Core Concepts
A trajectory planning method for autonomous vehicles using reinforcement learning that includes iterative reward prediction to stabilize the learning process and uncertainty propagation to account for uncertainties in perception, prediction, and control.
Abstract
The paper proposes a trajectory planning method for autonomous vehicles using reinforcement learning (RL) that addresses the limitations of traditional trajectory planning approaches and RL-based methods.
The key aspects of the proposed method are:
Reward Prediction (RP): The method uses RP to stabilize the learning process by predicting the expected future rewards instead of using the actual returns, which can have high variance.
Iterative Reward Prediction (IRP): To further improve the accuracy of reward prediction, the method uses IRP, which iteratively plans new trajectories at the predicted states and predicts the rewards of those trajectories.
Uncertainty Propagation: The method considers the uncertainties in the perception, prediction, and control modules by propagating the uncertainty of the predicted states of the ego vehicle and other traffic participants. This is done using a Kalman filter-based approach and Minkowski sum to check for collisions.
The proposed method is evaluated in the CARLA simulator across various scenarios, including lane following, lane changing, and navigating through static obstacles and other traffic participants. Compared to baseline methods, the proposed method with IRP and uncertainty propagation shows significant improvements in terms of reduced collision rate and increased average reward.

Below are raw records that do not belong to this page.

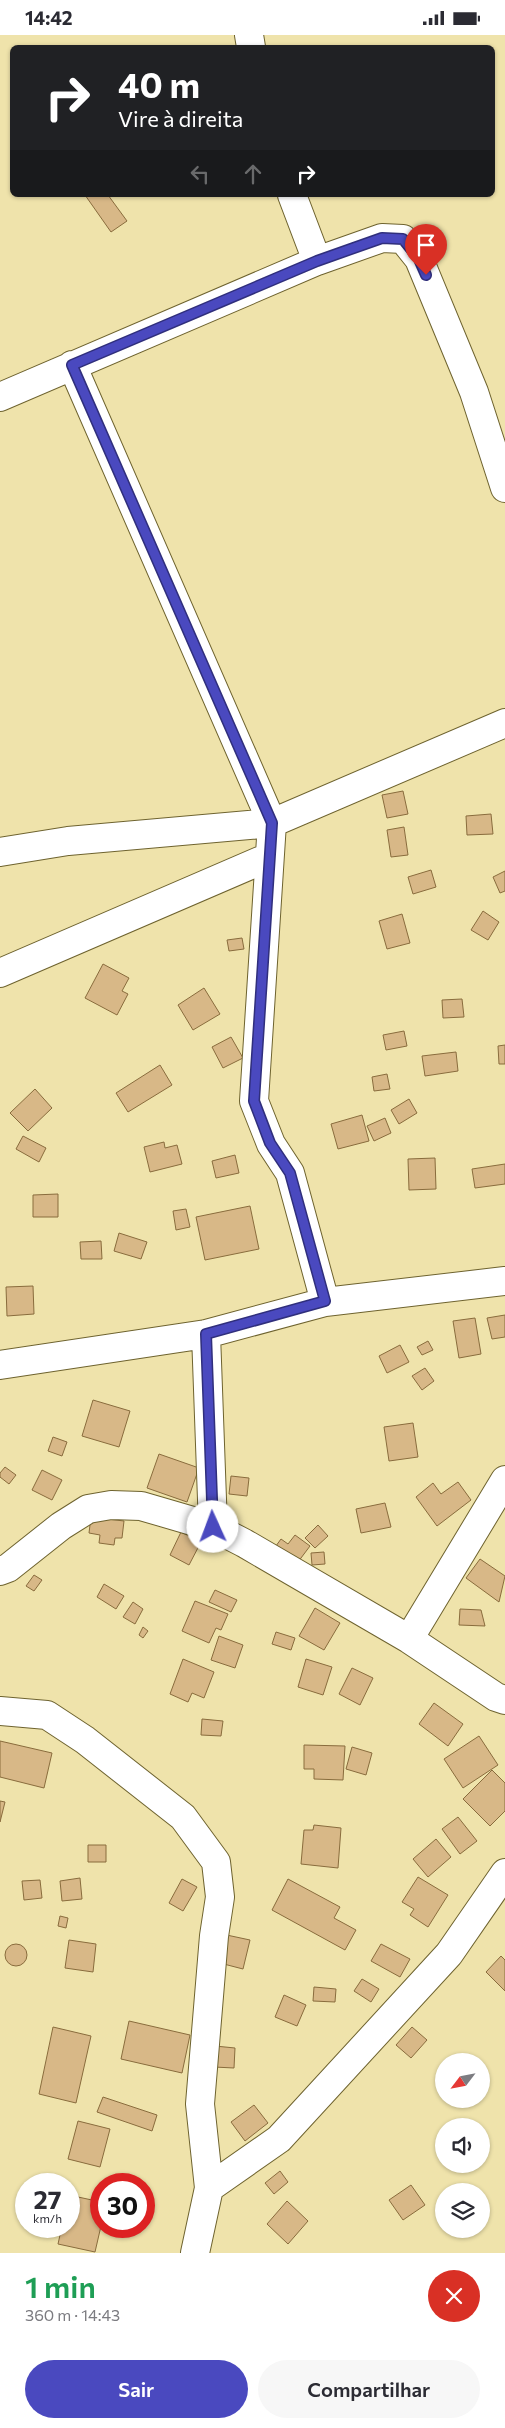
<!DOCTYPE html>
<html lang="pt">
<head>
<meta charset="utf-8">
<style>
	body { margin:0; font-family:Commissioner,sans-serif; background:#f7f7f7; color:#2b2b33; height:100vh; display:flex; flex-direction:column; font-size:19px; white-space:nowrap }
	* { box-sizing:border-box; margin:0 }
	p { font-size:16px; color:#7c7c81 }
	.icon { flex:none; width:28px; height:28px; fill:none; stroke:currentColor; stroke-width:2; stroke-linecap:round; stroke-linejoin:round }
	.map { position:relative; height:2218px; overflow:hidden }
	.sheet { display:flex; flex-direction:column; background:#fff; flex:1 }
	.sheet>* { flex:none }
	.banner { position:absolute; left:10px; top:10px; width:485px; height:152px; border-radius:8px; box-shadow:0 1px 4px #0004; background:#202124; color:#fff; overflow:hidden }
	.needle { width:32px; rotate:238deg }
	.buttons { position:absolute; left:435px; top:2018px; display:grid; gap:10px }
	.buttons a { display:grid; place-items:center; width:55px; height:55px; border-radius:50%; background:#fff; box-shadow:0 1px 4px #0004; font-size:25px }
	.speed { position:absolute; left:15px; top:2138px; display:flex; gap:10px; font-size:25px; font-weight:700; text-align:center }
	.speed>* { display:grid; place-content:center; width:65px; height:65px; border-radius:50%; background:#fff; box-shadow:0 1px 4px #0004; line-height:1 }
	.speed small { font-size:12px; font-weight:400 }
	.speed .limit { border:8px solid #d22; background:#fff; color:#111 }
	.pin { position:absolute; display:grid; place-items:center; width:42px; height:42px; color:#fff; margin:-51px -21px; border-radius:50% 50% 50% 0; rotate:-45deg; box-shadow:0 0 5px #0007 }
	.pin .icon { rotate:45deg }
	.me { position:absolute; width:55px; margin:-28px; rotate:358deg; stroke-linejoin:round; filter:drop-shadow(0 0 4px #0008) }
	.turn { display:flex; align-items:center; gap:18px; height:105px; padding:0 25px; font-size:22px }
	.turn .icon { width:65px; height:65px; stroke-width:2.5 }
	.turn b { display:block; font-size:35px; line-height:42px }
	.lanes { display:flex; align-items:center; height:48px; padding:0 25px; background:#0003; justify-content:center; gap:25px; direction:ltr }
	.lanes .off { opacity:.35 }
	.round { display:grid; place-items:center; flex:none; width:52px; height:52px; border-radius:26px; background:#f7f7f7 }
	.headline { display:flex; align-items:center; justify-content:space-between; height:85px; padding:0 25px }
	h1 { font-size:30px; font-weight:600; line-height:38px; color:#1e9e55 }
	.primary-button { display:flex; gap:10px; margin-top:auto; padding:10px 25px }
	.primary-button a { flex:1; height:58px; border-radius:30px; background:#4a49bf; color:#fff; font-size:20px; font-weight:600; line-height:58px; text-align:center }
	.primary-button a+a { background:#f7f7f7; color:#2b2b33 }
	.status { display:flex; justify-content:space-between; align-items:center; height:35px; padding:0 25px; background:#fff; direction:ltr }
	.status svg { height:14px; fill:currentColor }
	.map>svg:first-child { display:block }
	.building { fill:#d8b887; stroke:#896c3d }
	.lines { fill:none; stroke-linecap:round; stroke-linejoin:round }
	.minor-casing { stroke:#6e632f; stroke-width:30 }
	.minor { stroke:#fff; stroke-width:28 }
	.route-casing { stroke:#302f7c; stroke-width:12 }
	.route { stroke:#4a49bf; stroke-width:9 }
</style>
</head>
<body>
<div class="status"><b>14:42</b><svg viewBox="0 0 49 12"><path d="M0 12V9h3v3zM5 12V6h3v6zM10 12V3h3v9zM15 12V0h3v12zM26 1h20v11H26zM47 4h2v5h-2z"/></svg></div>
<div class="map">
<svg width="505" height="2218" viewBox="0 0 505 2218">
	<rect width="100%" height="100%" fill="#efe3ab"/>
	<path class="building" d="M85 160H108L127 186 111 197Z
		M403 756 408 779 387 783 382 760Z
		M491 779 493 799 467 800 466 781Z
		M404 792 408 820 391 822 387 795Z
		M431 835 436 852 413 859 408 842Z
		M505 836V856L500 858 493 842Z
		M483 876 499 887 488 905 471 895Z
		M402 879 410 908 387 914 379 886Z
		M242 903 244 914 229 916 227 905Z
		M103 929 129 943 122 956 128 959 117 980 85 963Z
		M204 953 220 979 193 995 178 970Z
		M462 964 464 982 443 983 442 965Z
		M404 996 407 1011 386 1015 383 1000Z
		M231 1002 243 1023 223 1033 212 1012Z
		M505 1010V1029H499L498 1011Z
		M456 1017 458 1036 425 1041 422 1021Z
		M160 1030 172 1050 128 1077 116 1058Z
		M387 1039 390 1054 374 1056 372 1042Z
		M35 1054 52 1073 28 1096 10 1078Z
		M409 1064 417 1078 399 1089 391 1075Z
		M362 1080 369 1106 338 1114 331 1089Z
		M385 1083 391 1098 374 1106 367 1091Z
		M23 1101 46 1113 39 1127 16 1114Z
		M164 1107 165 1113 177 1110 182 1129 150 1137 144 1112Z
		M235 1120 239 1138 216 1143 212 1126Z
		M435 1123 436 1154 409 1155 408 1124Z
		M505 1129V1149L475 1153 472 1134Z
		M58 1159V1182H33V1160Z
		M250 1171 259 1214 205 1225 196 1182Z
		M186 1174 190 1192 176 1195 173 1176Z
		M119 1198 147 1207 141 1224 114 1216Z
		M101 1206 102 1224H81L80 1207Z
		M33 1251 34 1279 7 1281 6 1252Z
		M505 1280V1302L492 1304 487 1283Z
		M475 1283 481 1319 459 1323 453 1286Z
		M428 1306 433 1315 422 1320 417 1312Z
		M400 1310 409 1327 387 1338 379 1321Z
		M425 1333 434 1346 422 1355 412 1341Z
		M93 1365 130 1376 119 1412 82 1401Z
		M413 1388 418 1422 389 1426 384 1392Z
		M53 1402 67 1407 62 1421 48 1416Z
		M159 1419 199 1433 187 1467 147 1453Z
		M5 1432 16 1440 9 1449 0 1442V1438Z
		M42 1435 62 1445 52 1465 32 1455Z
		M231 1441 249 1443 247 1461 229 1459Z
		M458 1447 471 1465 437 1491 416 1462 433 1448 441 1459Z
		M385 1468 391 1492 361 1498 356 1474Z
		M91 1482 124 1486 122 1503H115L114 1510 99 1508 100 1500 89 1498Z
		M318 1490 328 1501 315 1513 305 1503Z
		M181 1497 201 1507 189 1530 170 1520Z
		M295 1500 310 1511 295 1531 273 1515 281 1504 288 1509Z
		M324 1517 325 1529 312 1530 311 1518Z
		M480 1524 505 1541 499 1567 466 1543Z
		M34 1540 42 1545 34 1556 26 1551Z
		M104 1549 124 1561 116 1574 97 1562Z
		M215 1555 237 1565 231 1577 209 1567Z
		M195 1566 228 1579 221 1595 216 1593 209 1608 182 1596Z
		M133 1567 143 1574 135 1589 123 1582Z
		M315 1573 340 1588 324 1615 299 1601Z
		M460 1574 481 1575 485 1591 459 1590Z
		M143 1592 148 1596 143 1603 139 1600Z
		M276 1597 295 1603 291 1615 272 1609Z
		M219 1601 243 1610 235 1633 211 1625Z
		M183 1624 214 1637 204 1663 192 1658 188 1667 170 1659Z
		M306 1624 332 1632 323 1660 298 1652Z
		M352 1633 373 1643 360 1670 339 1659Z
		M434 1668 463 1689 448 1711 419 1689Z
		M202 1684 223 1686 221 1701 201 1700Z
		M479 1701 498 1730 463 1753 444 1724Z
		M0 1706 52 1718 44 1753 0 1742Z
		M304 1710 345 1711 343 1745 314 1744V1734H304Z
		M352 1712 372 1718 366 1740 346 1734Z
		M492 1735 505 1748V1776L490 1791 463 1764Z
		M0 1766 5 1767 0 1787Z
		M458 1782 477 1806 460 1819 442 1794Z
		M314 1790 341 1793 338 1833 301 1829 304 1795H313Z
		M436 1804 451 1822 428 1842 413 1824Z
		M88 1810H106V1827H88Z
		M418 1842 448 1860 428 1892 410 1880 414 1874 402 1867Z
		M80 1843 82 1864 62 1866 60 1846Z
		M182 1844 197 1852 183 1876 169 1868Z
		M288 1844 340 1872 334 1883 356 1895 345 1915 272 1875Z
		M40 1845 42 1863 24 1865 22 1846Z
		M60 1881 68 1883 66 1893 58 1891Z
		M222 1899 250 1905 243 1934 216 1927Z
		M69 1905 96 1909 93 1937 65 1933Z
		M381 1909 410 1924 400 1942 371 1926Z
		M5 1920a11 11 0 1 1 22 0a11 11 0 1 1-22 0Z
		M501 1921 505 1925V1956L486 1937Z
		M362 1944 379 1954 371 1967 354 1956Z
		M314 1952 336 1954 335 1967 313 1966Z
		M284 1960 306 1970 297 1991 275 1982Z
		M129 1986 190 2000 182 2038 121 2024Z
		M53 1992 91 2001 76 2068 39 2059Z
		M412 1992 427 2005 411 2023 396 2010Z
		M215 2011 235 2013 234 2033 214 2032Z
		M103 2062 157 2080 152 2096 97 2077Z
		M254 2070 268 2088 245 2106 231 2087Z
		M78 2086 110 2094 100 2132 68 2124Z
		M280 2136 288 2147 274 2159 265 2148Z
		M411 2150 425 2170 403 2185 389 2165Z
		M69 2160 101 2167V2191L95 2217 58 2209 62 2191H69Z
		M287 2166 308 2186 288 2209 267 2189Z"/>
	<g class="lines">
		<g class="minor-casing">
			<path id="minor" d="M249 0 251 12
				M292 160 317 226
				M72 330 272 788 254 1066 271 1109 290 1138 325 1267
				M0 362 317 226 382 203 403 204 419 224 474 357 505 453
				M0 817 68 806 272 788 505 688
				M0 938 269 822
				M206 1299 213 1492
				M0 1330 206 1299 325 1267 505 1246
				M0 1536 8 1533 61 1491 88 1474 111 1470 141 1471 213 1492 244 1508 409 1604 496 1662 505 1665
				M409 1604 505 1445
				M0 1676 47 1680 85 1705 183 1782 216 1827 220 1862 214 1901 200 2069 209 2153
				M195 2218 209 2153 279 2104 449 1919 505 1838"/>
		</g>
		<use href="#minor" class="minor"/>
	</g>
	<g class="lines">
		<g class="route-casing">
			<path id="route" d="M213 1492 206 1299 325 1266 290 1138 270 1108 254 1066 272 788 72 330 317 226 382 203 403 204 419 224 426 240"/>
		</g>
		<use href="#route" class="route"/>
	</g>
</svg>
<div class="buttons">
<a><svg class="needle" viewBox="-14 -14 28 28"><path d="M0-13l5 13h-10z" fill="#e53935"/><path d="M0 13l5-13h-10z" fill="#7c7c81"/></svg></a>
<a><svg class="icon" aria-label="sound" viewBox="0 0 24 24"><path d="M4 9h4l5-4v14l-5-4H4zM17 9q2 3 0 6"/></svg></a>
<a><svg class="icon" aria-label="layers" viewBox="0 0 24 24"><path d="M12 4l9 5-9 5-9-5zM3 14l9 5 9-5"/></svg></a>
</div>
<div class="speed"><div>27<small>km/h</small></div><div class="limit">30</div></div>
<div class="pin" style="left:426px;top:240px;background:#d93025"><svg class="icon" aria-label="arrive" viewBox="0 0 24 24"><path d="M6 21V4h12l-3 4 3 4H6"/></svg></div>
<svg class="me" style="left:213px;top:1492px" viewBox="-20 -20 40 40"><circle r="19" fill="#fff"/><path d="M0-13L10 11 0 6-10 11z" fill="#4a49bf"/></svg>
<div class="banner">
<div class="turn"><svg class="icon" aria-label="right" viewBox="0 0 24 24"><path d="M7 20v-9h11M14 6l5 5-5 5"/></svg><div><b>40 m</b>Vire à direita</div></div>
<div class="lanes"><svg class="icon off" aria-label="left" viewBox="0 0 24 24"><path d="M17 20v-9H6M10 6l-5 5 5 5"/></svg><svg class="icon off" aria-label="ahead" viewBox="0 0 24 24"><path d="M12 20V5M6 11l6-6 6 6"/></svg><svg class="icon" aria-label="right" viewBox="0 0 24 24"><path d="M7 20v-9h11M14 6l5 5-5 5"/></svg></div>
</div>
</div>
<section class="sheet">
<div class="headline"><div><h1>1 min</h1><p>360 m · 14:43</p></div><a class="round" style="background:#d93025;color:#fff"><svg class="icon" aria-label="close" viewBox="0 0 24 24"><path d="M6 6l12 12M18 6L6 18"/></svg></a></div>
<div class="primary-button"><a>Sair</a><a>Compartilhar</a></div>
</section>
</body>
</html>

The key highlights and insights from the paper are:
Reinforcement learning-based trajectory planning can overcome the limitations of traditional heuristic and rule-based methods, but it suffers from instability and lack of consideration for uncertainties.
The iterative reward prediction and uncertainty propagation techniques help to stabilize the learning process and make the RL agent aware of the uncertainties, leading to safer and more robust trajectory planning.
The experimental results demonstrate the effectiveness of the proposed method in various driving scenarios, highlighting its potential for real-world autonomous driving applications.
Stats
The paper does not provide specific numerical data or metrics in the main text. However, the results are presented in the form of figures and a table comparing the performance of the proposed method and the baseline methods across different scenarios.
Quotes
The paper does not contain any direct quotes that are particularly striking or supportive of the key logics.